◆ **How to complete this task**
Examine the entries and show every line in which the word "text" is found.

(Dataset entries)
<<<<
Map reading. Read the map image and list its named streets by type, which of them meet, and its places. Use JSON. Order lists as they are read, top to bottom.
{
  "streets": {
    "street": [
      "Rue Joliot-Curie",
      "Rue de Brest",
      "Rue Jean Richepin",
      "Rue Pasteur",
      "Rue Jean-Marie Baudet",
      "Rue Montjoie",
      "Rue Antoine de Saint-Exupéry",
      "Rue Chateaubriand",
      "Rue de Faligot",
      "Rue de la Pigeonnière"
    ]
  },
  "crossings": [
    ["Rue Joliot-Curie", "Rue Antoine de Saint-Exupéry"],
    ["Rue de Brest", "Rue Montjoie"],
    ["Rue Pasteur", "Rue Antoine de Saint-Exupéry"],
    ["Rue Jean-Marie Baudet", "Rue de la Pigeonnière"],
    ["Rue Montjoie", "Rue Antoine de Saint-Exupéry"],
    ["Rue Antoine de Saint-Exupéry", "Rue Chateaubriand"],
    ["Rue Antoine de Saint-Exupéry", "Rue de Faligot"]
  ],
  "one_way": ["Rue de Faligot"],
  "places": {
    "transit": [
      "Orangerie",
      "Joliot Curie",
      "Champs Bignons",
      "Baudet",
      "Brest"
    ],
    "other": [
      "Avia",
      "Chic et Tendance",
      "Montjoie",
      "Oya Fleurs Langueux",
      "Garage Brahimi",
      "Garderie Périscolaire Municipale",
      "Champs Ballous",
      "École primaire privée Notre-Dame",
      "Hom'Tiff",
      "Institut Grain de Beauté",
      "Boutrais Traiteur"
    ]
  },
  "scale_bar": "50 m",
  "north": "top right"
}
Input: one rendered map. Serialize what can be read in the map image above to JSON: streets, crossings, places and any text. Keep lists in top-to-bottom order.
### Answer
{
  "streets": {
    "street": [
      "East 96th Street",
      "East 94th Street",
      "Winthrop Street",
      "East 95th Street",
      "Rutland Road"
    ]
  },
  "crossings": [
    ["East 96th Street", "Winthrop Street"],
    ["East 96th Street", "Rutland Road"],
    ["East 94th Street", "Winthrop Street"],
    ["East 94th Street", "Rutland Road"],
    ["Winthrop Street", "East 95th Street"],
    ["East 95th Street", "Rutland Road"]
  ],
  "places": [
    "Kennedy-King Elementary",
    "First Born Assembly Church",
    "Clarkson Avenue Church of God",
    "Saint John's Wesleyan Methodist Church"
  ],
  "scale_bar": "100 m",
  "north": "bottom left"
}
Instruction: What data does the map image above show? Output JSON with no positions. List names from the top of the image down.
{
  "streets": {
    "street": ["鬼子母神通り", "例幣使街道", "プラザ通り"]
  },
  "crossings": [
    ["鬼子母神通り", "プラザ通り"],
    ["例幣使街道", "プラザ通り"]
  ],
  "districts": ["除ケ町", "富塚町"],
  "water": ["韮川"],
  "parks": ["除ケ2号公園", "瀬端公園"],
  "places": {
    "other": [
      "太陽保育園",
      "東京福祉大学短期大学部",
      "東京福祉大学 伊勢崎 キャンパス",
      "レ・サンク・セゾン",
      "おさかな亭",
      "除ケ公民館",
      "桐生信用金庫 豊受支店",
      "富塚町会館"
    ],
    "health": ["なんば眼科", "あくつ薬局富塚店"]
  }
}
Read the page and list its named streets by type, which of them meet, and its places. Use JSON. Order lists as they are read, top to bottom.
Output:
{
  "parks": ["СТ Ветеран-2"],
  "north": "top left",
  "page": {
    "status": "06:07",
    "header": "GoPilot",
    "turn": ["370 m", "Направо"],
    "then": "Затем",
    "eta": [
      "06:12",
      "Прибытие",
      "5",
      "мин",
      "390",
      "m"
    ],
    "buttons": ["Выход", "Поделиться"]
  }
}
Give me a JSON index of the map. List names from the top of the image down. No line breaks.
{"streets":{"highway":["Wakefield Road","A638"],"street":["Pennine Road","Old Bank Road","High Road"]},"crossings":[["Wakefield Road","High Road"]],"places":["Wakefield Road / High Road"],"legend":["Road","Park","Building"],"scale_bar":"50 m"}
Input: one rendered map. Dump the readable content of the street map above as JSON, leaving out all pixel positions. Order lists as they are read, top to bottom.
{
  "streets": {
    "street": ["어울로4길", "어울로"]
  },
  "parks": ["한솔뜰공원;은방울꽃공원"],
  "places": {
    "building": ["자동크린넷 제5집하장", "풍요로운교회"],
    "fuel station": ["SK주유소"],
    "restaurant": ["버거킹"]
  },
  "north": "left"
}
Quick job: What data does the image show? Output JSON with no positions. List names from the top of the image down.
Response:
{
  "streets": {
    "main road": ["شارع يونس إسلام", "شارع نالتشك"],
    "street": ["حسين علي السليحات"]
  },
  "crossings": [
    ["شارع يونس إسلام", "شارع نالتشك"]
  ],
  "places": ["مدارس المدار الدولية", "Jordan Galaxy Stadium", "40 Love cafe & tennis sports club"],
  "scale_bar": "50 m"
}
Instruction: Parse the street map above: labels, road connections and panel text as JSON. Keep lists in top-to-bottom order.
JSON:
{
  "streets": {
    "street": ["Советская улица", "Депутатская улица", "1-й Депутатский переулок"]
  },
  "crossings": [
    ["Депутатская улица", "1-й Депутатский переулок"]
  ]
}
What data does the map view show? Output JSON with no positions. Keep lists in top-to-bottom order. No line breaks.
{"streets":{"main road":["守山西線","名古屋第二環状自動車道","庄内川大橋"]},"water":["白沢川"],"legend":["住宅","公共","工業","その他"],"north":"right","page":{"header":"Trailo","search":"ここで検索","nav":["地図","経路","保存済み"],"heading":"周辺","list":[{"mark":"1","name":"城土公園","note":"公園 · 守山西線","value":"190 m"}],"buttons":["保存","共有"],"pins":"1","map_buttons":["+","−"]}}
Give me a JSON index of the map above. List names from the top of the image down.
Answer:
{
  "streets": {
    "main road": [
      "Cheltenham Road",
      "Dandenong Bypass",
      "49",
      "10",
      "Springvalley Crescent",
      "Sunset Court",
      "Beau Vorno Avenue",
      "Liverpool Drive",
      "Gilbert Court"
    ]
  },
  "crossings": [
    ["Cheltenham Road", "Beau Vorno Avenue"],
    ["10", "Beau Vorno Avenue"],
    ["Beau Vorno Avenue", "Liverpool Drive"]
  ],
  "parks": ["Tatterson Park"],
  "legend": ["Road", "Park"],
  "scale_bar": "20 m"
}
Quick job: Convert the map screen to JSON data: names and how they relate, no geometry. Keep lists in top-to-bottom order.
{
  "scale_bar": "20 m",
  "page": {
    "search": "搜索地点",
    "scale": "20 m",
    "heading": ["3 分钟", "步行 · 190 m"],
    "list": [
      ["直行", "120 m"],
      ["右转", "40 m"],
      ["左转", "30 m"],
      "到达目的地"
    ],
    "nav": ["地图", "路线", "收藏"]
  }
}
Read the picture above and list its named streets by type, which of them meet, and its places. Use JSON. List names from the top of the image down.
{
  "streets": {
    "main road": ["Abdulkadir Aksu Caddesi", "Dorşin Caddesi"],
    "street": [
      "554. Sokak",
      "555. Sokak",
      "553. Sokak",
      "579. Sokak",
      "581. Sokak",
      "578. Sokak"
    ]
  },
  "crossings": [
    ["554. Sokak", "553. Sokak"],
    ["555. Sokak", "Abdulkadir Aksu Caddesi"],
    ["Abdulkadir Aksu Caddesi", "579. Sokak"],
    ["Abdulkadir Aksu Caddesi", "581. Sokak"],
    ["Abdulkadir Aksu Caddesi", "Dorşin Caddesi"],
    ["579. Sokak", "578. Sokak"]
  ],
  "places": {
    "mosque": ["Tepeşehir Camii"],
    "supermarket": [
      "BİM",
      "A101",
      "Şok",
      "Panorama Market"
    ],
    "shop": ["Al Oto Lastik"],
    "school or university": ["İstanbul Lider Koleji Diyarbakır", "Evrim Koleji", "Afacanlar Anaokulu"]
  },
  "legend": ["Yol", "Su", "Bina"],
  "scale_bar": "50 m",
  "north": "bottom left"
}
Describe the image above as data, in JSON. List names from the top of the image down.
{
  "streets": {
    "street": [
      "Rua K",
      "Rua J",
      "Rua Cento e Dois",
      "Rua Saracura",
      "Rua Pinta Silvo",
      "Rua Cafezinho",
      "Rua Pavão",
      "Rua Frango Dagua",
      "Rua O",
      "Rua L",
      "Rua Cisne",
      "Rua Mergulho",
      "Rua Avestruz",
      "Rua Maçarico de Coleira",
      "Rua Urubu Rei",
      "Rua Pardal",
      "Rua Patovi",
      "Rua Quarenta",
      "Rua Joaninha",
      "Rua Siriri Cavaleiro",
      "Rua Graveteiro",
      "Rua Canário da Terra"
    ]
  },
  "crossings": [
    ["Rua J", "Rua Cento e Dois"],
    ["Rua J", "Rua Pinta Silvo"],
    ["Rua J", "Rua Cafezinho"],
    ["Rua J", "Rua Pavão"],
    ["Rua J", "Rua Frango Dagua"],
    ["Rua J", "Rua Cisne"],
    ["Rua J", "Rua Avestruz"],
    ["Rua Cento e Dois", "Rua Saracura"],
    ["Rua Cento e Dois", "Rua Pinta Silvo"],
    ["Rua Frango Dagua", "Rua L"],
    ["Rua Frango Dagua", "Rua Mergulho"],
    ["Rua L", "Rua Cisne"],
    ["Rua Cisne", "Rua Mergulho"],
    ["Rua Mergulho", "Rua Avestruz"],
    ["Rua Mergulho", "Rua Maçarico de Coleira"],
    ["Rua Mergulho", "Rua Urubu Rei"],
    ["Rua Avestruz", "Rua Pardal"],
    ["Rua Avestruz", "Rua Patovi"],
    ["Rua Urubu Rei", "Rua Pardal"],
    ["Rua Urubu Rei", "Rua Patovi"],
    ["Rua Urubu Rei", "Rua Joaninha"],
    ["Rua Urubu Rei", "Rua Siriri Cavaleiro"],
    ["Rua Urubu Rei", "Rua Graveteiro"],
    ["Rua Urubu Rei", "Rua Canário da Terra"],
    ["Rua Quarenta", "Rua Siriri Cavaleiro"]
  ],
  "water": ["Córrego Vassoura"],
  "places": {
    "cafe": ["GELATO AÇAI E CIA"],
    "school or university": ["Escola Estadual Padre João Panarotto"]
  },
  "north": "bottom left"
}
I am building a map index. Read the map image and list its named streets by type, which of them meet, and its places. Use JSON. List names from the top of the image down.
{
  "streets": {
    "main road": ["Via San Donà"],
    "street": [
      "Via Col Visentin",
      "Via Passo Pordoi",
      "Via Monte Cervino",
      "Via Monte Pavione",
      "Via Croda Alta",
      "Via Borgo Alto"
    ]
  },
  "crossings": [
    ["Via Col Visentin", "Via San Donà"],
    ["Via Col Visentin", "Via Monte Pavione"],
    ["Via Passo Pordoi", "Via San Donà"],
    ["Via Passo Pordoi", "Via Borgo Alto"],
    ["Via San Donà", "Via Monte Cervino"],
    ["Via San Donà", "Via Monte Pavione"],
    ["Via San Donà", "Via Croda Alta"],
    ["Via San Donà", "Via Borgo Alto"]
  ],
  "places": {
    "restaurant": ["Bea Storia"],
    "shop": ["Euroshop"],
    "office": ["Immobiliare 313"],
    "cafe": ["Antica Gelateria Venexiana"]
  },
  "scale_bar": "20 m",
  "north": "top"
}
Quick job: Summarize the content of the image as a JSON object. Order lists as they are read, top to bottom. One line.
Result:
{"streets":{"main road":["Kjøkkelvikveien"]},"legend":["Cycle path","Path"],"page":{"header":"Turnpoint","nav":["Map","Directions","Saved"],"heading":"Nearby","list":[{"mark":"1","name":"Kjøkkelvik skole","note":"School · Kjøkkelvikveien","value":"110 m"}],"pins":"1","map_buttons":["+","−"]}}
>>>>
◆ **Output below**
Input: one rendered map. Serialize what can be read in the map image above to JSON: streets, crossings, places and any text. Keep lists in top-to-bottom order.
Instruction: Parse the street map above: labels, road connections and panel text as JSON. Keep lists in top-to-bottom order.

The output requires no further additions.